Among the lines of this listing, count those that include "street" and state the count by itself.

------------------------

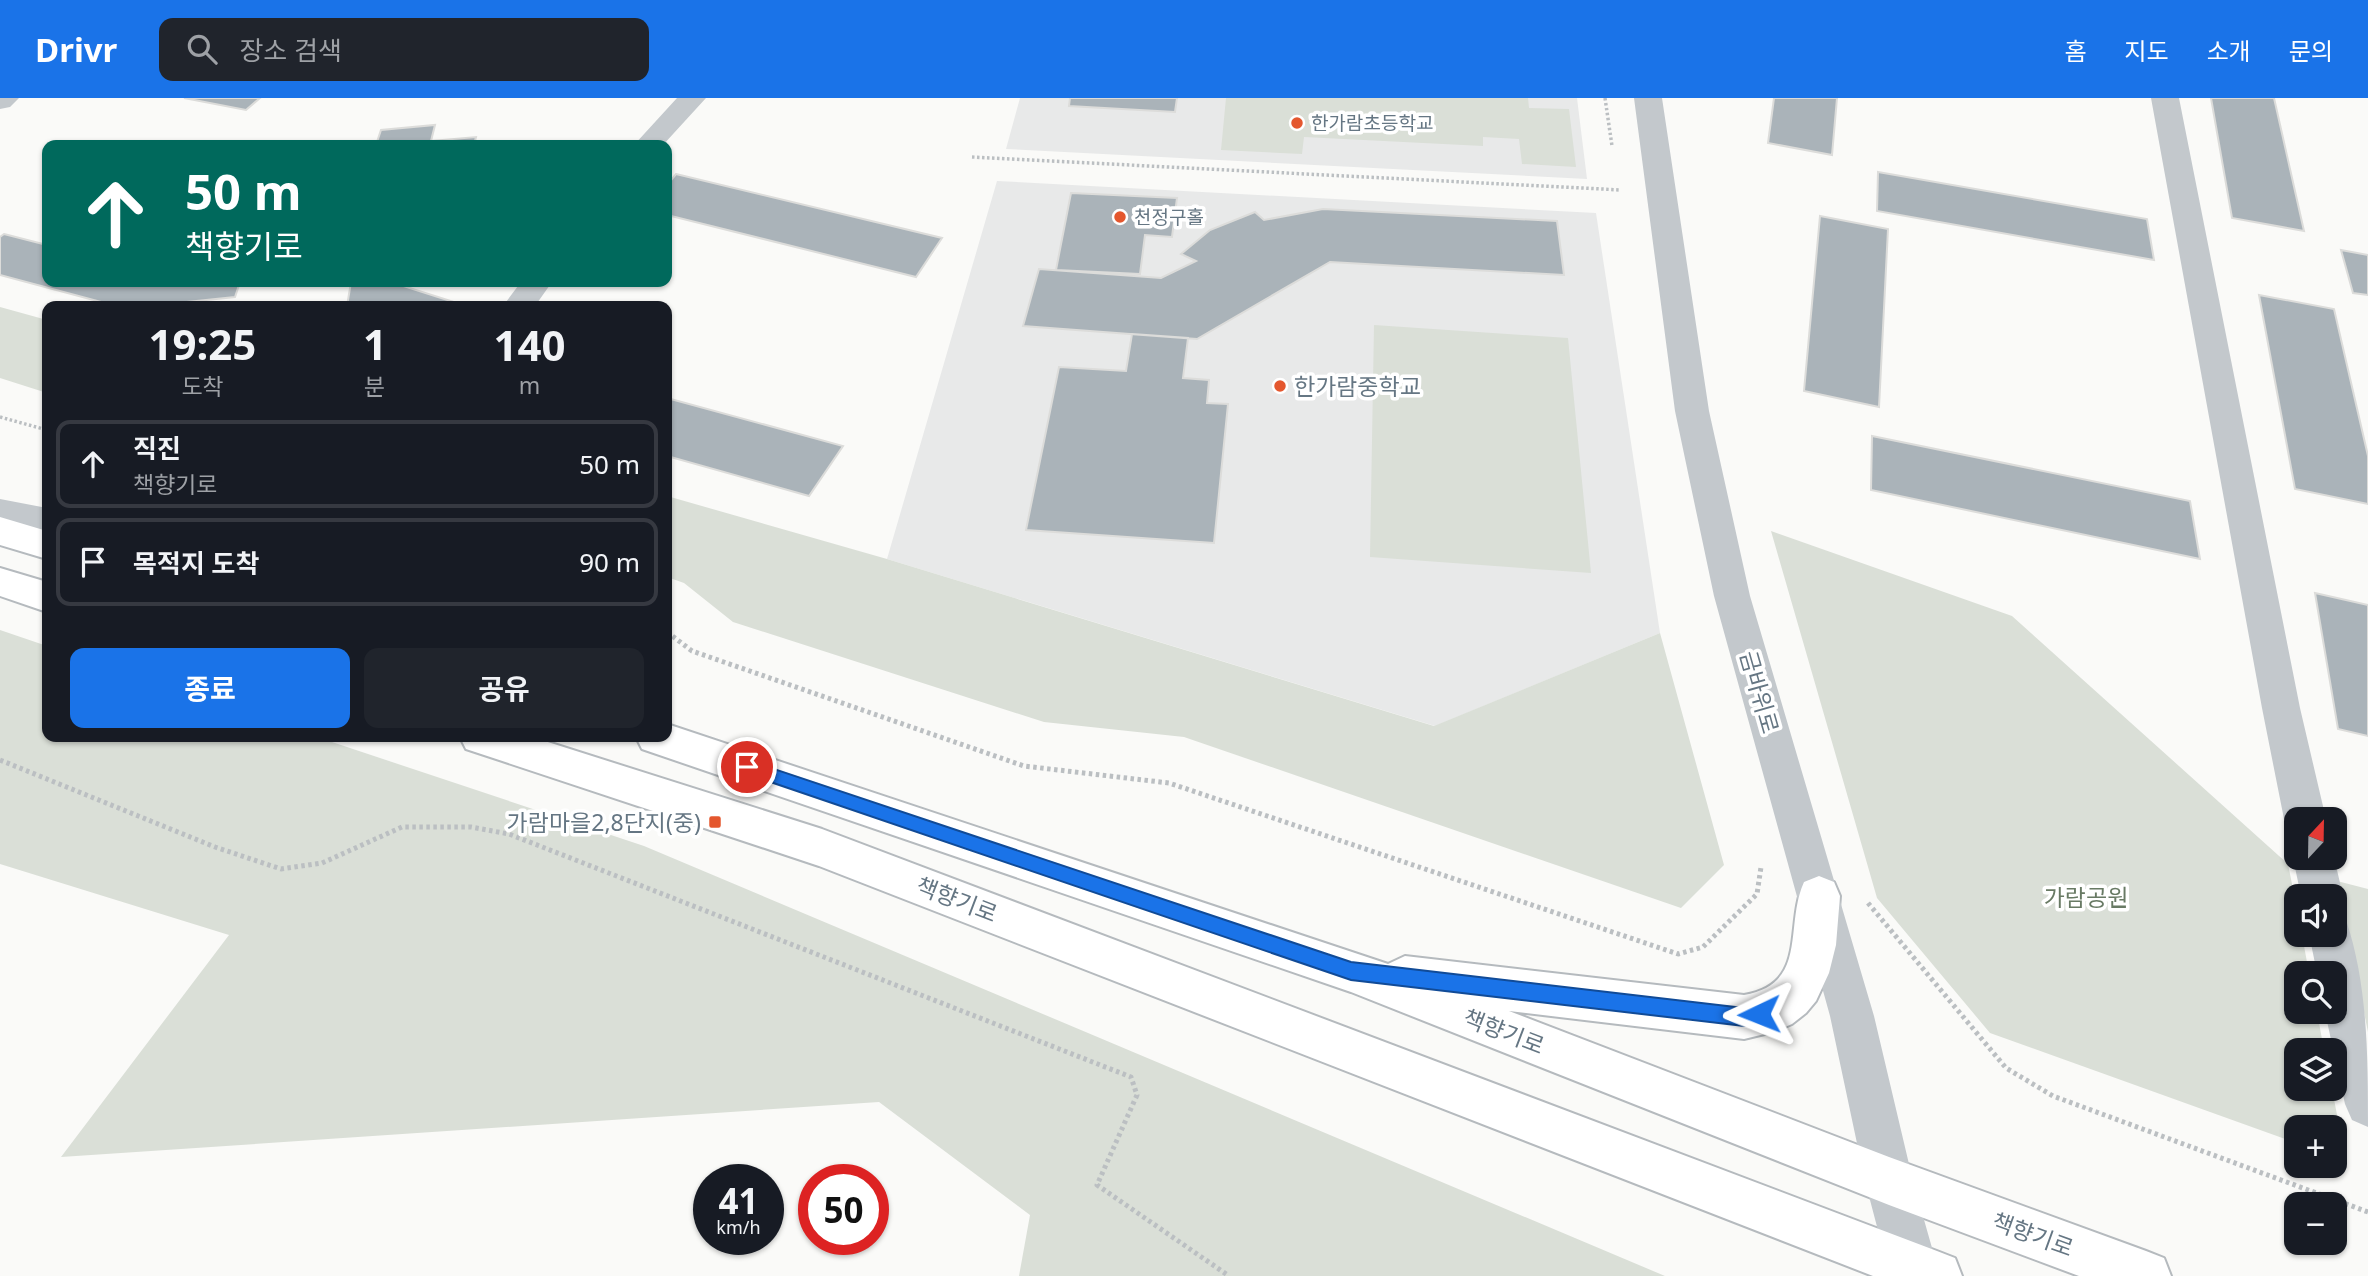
<!DOCTYPE html>
<html lang="ko">
<meta charset="utf-8">
<style>
body{margin:0;font-family:"Noto Sans","Noto Sans KR",sans-serif;background:#20242c;color:#f1f3f6;height:100vh;display:flex;flex-direction:column;font-size:26px;white-space:nowrap}
*{box-sizing:border-box;margin:0}
p{font-size:23px;color:#9ea1a6}
.icon{flex:none;width:38px;height:38px;fill:none;stroke:currentColor;stroke-width:2;stroke-linecap:round;stroke-linejoin:round}
.map{position:relative;flex:1;overflow:hidden}
.side{position:absolute;left:42px;top:203px;width:630px;height:441px;display:flex;flex-direction:column;background:#171b24;border-radius:14px;box-shadow:0 2px 5px #0004}
.side>*{flex:none}
.top-card{position:absolute;left:42px;top:42px;width:630px;height:147px;border-radius:14px;box-shadow:0 2px 5px #0004;background:#00695c;color:#fff;overflow:hidden}
.needle{width:46px;rotate:22deg}
.controls{position:absolute;left:2284px;top:709px;display:grid;gap:14px}
.controls a{display:grid;place-items:center;width:63px;height:63px;border-radius:14px;background:#171b24;box-shadow:0 2px 5px #0004;font-size:35px}
.speed{position:absolute;left:693px;top:1066px;display:flex;gap:14px;font-size:35px;font-weight:700;text-align:center}
.speed>*{display:grid;place-content:center;width:91px;height:91px;border-radius:50%;background:#171b24;box-shadow:0 2px 5px #0004;line-height:1}
.speed small{font-size:18px;font-weight:400}
.speed .limit{border:10px solid #d22;background:#fff;color:#111}
.pin{position:absolute;display:grid;place-items:center;width:60px;height:60px;color:#fff;margin:-30px;border:4px solid #fff;border-radius:50%;box-shadow:0 2px 7px #0007}
.me{position:absolute;width:77px;margin:-38px;rotate:268deg;stroke-linejoin:round;filter:drop-shadow(0 0 5px #0008)}
.turn{display:flex;align-items:center;gap:24px;height:147px;padding:0 28px;font-size:32px}
.turn .icon{width:91px;height:91px;stroke-width:2.5}
.turn b{display:block;font-size:49px;line-height:60px}
.eta{display:flex;justify-content:space-evenly;align-items:center;height:119px;text-align:center}
.eta b{font-size:42px;font-weight:700;line-height:49px}
.action{display:flex;gap:14px;margin-top:auto;padding:14px 28px}
.action a{flex:1;height:80px;border-radius:14px;background:#1a73e8;color:#fff;font-size:28px;font-weight:700;line-height:80px;text-align:center}
.action a+a{background:#20242c;color:#f1f3f6}
ul{padding:0;list-style:none}
li{display:flex;align-items:center;gap:21px;height:88px;margin:0 14px 10px;padding:0 14px;border:4px solid #363941;border-radius:14px}
li div{flex:1}
li b{display:block;font-size:26px}
li em{font-style:normal}
header{display:flex;align-items:center;gap:42px;box-sizing:border-box;height:98px;padding:0 35px;background:#1a73e8;color:#fff}
header strong{font-size:33px}
nav{display:flex;gap:38px;margin-inline-start:auto;font-size:24px}
.search{width:490px;height:63px;background:#20242c;display:flex;align-items:center;gap:18px;box-sizing:border-box;padding:0 24px;border-radius:14px;color:#9ea1a6;font-size:26px}
.map>svg:first-child{display:block}
.built{fill:#e8e9e9}
.green{fill:#dadfd7}
.building{fill:#aab3b9;stroke:#dcdcda;stroke-width:2}
.lines{fill:none;stroke-linecap:round;stroke-linejoin:round}
.major-casing{stroke:#b5babe;stroke-width:4}
.path-far1{stroke:#bbbfc2;stroke-width:3.5;stroke-dasharray:2.5 2.5;stroke-linecap:butt}
.path{stroke:#bbbfc2;stroke-width:5;stroke-dasharray:3.5 3.5;stroke-linecap:butt}
.minor{fill:#c3c8cc;fill-rule:evenodd}
.major{fill:#fff;fill-rule:evenodd}
.route{fill:#1a73e8;stroke:#114b97;stroke-width:2}
.poi-dot{fill:#e4572e;stroke:#fff;stroke-width:2.5}
.labels{text-anchor:middle;dominant-baseline:central;stroke-width:7;stroke-linejoin:round;paint-order:stroke}
.far-poi-label{font-size:19px;fill:#657683;stroke:#fff;text-anchor:start}
.poi-label{font-size:23px;fill:#657683;stroke:#fff;text-anchor:start}
.street-label{font-size:23px;fill:#657683;stroke:#fff}
.park-label{font-size:23px;fill:#687a64;stroke:#fff}
</style>
<header>
<strong>Drivr</strong>
<div class="search"><svg class="icon" aria-label="search" viewBox="0 0 24 24"><circle cx="10" cy="10" r="6"/><path d="M15 15l6 6"/></svg>장소 검색</div>
<nav><a>홈</a><a>지도</a><a>소개</a><a>문의</a></nav>
</header>
<div class="map">
<svg width="2368" height="1178" viewBox="0 0 2368 1178">
<rect width="100%" height="100%" fill="#fafaf8"/>
<path class="built" d="M1020,0H1577L1587,81L1006,51Z
M997,83L1596,115L1660,535L1435,628L887,461Z"/>
<path class="green" d="M1226,0H1528L1529,10L1569,11L1576,69L1522,66L1519,41L1483,39V48L1304,39L1302,56L1221,52Z
M0,209L47,222V295L0,280Z
M1374,227L1568,240L1591,475L1370,459Z
M667,398L887,461L1434,628L1660,535L1724,767L1681,810L1184,639L1044,624L733,524L684,485L667,479Z
M1771,433L2012,518L2288,766L2296,806V836L2302,837L2309,875H2296V914H2317L2324,952H2296V990L2332,991L2346,1063L2335,1058L2334,1029H2296V1045L1990,935L1877,800Z
M0,532L47,548V639H317L644,748L1665,1178H1019L1030,1117L879,1004L61,1059L229,837L0,766Z
M2337,783L2368,791V934Z"/>
<path class="building" d="M184,0H260L246,12Z
M1070,0H1177L1175,14L1069,8Z
M1774,0H1837L1832,57L1768,45Z
M2211,0H2274L2304,133L2232,120Z
M435,27L431,43L476,39L474,47H376L381,32Z
M1878,74L2147,121L2154,162L1877,113Z
M676,76L942,140L916,179L667,117V87Z
M1071,95L1177,100L1172,139L1145,137L1140,176L1056,172Z
M1323,111L1557,123L1564,177L1330,164L1197,241L1023,228L1039,171L1161,180L1196,163L1181,156L1210,132L1255,114L1264,122Z
M1820,118L1888,131L1879,309L1804,293Z
M4,136L47,147V184H240L235,199L148,208H116L0,177V139Z
M2341,152L2368,157V197L2353,195Z
M351,184H404L400,187L460,206L347,208Z
M2259,197L2334,211L2368,358V406L2295,391Z
M1132,236L1188,240L1183,280L1209,282L1207,305L1228,306L1214,445L1026,432L1059,269L1126,273Z
M667,300L843,348L809,398L667,358Z
M1872,338L2190,403L2200,461L1871,392Z
M2315,495L2368,507V638L2338,631Z"/>
<g class="lines">
<g class="major-casing">
<path id="major" d="M0,419L47,433V461L0,447Z
M0,470L47,484V514L0,498Z
M667,626L1388,866L1405,858L1744,897C1809,886 1784,828 1804,784L1819,778L1834,784L1840,798L1836,847L1829,875L1816,903L1806,915L1792,926L1773,934L1744,941L1509,913L1889,1059L2146,1153L2164,1160L2171,1178H2079L1889,1107L1351,894L642,651L636,639H667Z
M460,639H532L822,731L1937,1153L1955,1160L1962,1178H1873L819,768L466,651Z"/>
</g>
<path class="path-far1" d="M1605,0L1612,48
M972,59L1621,92
M0,319L47,332"/>
<path class="path" d="M667,534L692,553L1024,668L1169,685L1678,856L1703,849L1757,796L1761,769
M0,662L215,749L281,771L322,765L402,729H471L509,736L1131,979L1137,997L1097,1087L1229,1178
M1868,805L2006,970L2053,998L2368,1114"/>
<path class="minor" d="M0,0H19L10,9L0,11Z
M677,0H706L663,47H634Z
M1634,0H1662L1709,313L1750,498L1874,918L1913,1083L1940,1178H1890L1865,1083L1830,918L1714,498L1675,313Z
M2151,0H2179L2300,610L2326,721H2296V736L2290,734L2284,721L2262,610Z
M521,184H552L535,208H503Z
M0,401L47,410V438L0,427Z
M2296,754V760L2334,759L2343,798L2337,812L2334,813V798H2301L2293,760Z
M2334,817L2346,822C2368,887 2368,960 2368,1029L2352,1022L2345,1006L2325,914H2334V875H2317L2309,836H2334Z"/>
<use href="#major" class="major"/>
</g>
<path class="route" d="M747,662L1351,864L1744,910L1759,907L1766,909L1768,916L1766,922L1744,928L1351,882L741,674L738,669L741,664Z"/>
<g class="poi-dot">
<circle cx="1297" cy="25" r="7"/>
<circle cx="1120" cy="119" r="7"/>
<circle cx="1280" cy="288" r="7"/>
<rect x="708" y="717" width="14" height="14" rx="3.5"/>
</g>
<g class="labels">
<g class="far-poi-label">
<text x="1311" y="25">한가람초등학교</text>
<text x="1134" y="119">천정구홀</text>
</g>
<g class="poi-label">
<text x="1294" y="288">한가람중학교</text>
<text x="701" y="724" text-anchor="end">가람마을2,8단지(중)</text>
</g>
<g class="street-label">
<text transform="translate(1760 594) rotate(74)">금바위로</text>
<text transform="translate(957 801) rotate(21)">책향기로</text>
<text transform="translate(1504 933) rotate(21)">책향기로</text>
<text transform="translate(2033 1136) rotate(20)">책향기로</text>
</g>
<g class="park-label">
<text x="2086" y="799">가람공원</text>
</g>
</g>
</svg>
<div class="controls">
<a><svg class="needle" viewBox="-14 -14 28 28"><path d="M0-13l5 13h-10z" fill="#e53935"/><path d="M0 13l5-13h-10z" fill="#9ea1a6"/></svg></a>
<a><svg class="icon" aria-label="sound" viewBox="0 0 24 24"><path d="M4 9h4l5-4v14l-5-4H4zM17 9q2 3 0 6"/></svg></a>
<a><svg class="icon" aria-label="search" viewBox="0 0 24 24"><circle cx="10" cy="10" r="6"/><path d="M15 15l6 6"/></svg></a>
<a><svg class="icon" aria-label="layers" viewBox="0 0 24 24"><path d="M12 4l9 5-9 5-9-5zM3 14l9 5 9-5"/></svg></a>
<a>+</a>
<a>−</a>
</div>
<div class="speed"><div>41<small>km/h</small></div><div class="limit">50</div></div>
<div class="pin" style="left:747px;top:669px;background:#d93025"><svg class="icon" aria-label="arrive" viewBox="0 0 24 24"><path d="M6 21V4h12l-3 4 3 4H6"/></svg></div>
<svg class="me" style="left:1759px;top:916px" viewBox="-20 -20 40 40"><path d="M0-17L14 15 0 8-14 15z" fill="#1a73e8" stroke="#fff" stroke-width="4"/></svg>
<div class="top-card">
<div class="turn"><svg class="icon" aria-label="ahead" viewBox="0 0 24 24"><path d="M12 20V5M6 11l6-6 6 6"/></svg><div><b>50 m</b>책향기로</div></div>
</div>
<section class="side">
<div class="eta">
<div><b>19:25</b><p>도착</p></div>
<div><b>1</b><p>분</p></div>
<div><b>140</b><p>m</p></div>
</div>
<ul>
<li><svg class="icon" aria-label="ahead" viewBox="0 0 24 24"><path d="M12 20V5M6 11l6-6 6 6"/></svg><div><b>직진</b><p>책향기로</p></div><em>50 m</em></li>
<li><svg class="icon" aria-label="arrive" viewBox="0 0 24 24"><path d="M6 21V4h12l-3 4 3 4H6"/></svg><div><b>목적지 도착</b></div><em>90 m</em></li>
</ul>
<div class="action"><a>종료</a><a>공유</a></div>
</section>
</div>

------------------------

▸ **Task response**
2